» DATA UNDER STUDY:
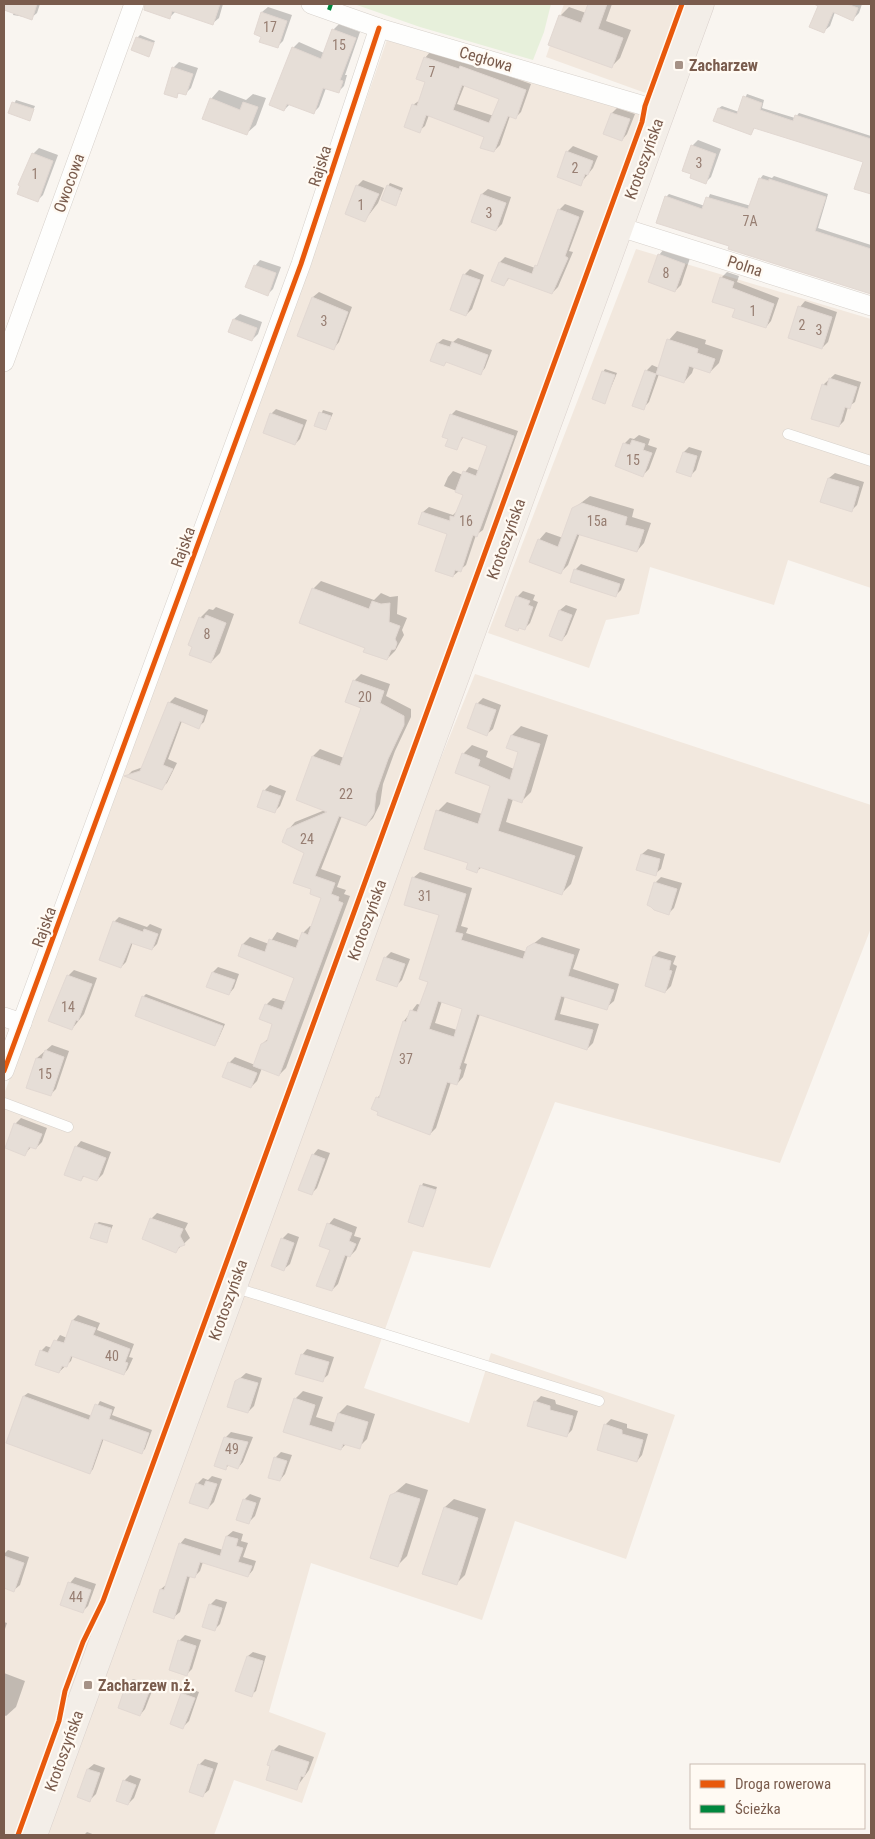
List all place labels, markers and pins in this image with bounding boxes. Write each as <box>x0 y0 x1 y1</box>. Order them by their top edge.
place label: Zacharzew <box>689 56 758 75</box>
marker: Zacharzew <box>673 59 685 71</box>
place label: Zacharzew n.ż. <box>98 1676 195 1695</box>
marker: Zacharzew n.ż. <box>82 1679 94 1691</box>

» EXERCISE PROMPT: Could you set down the material above word for word while dropping its pictures?

» TASK SOLUTION:
List all place labels, markers and pins in this image with bounding boxes. Write each as <box>x0 y0 x1 y1</box>. Order them by their top edge.
place label: Zacharzew <box>689 56 758 75</box>
marker: Zacharzew <box>673 59 685 71</box>
place label: Zacharzew n.ż. <box>98 1676 195 1695</box>
marker: Zacharzew n.ż. <box>82 1679 94 1691</box>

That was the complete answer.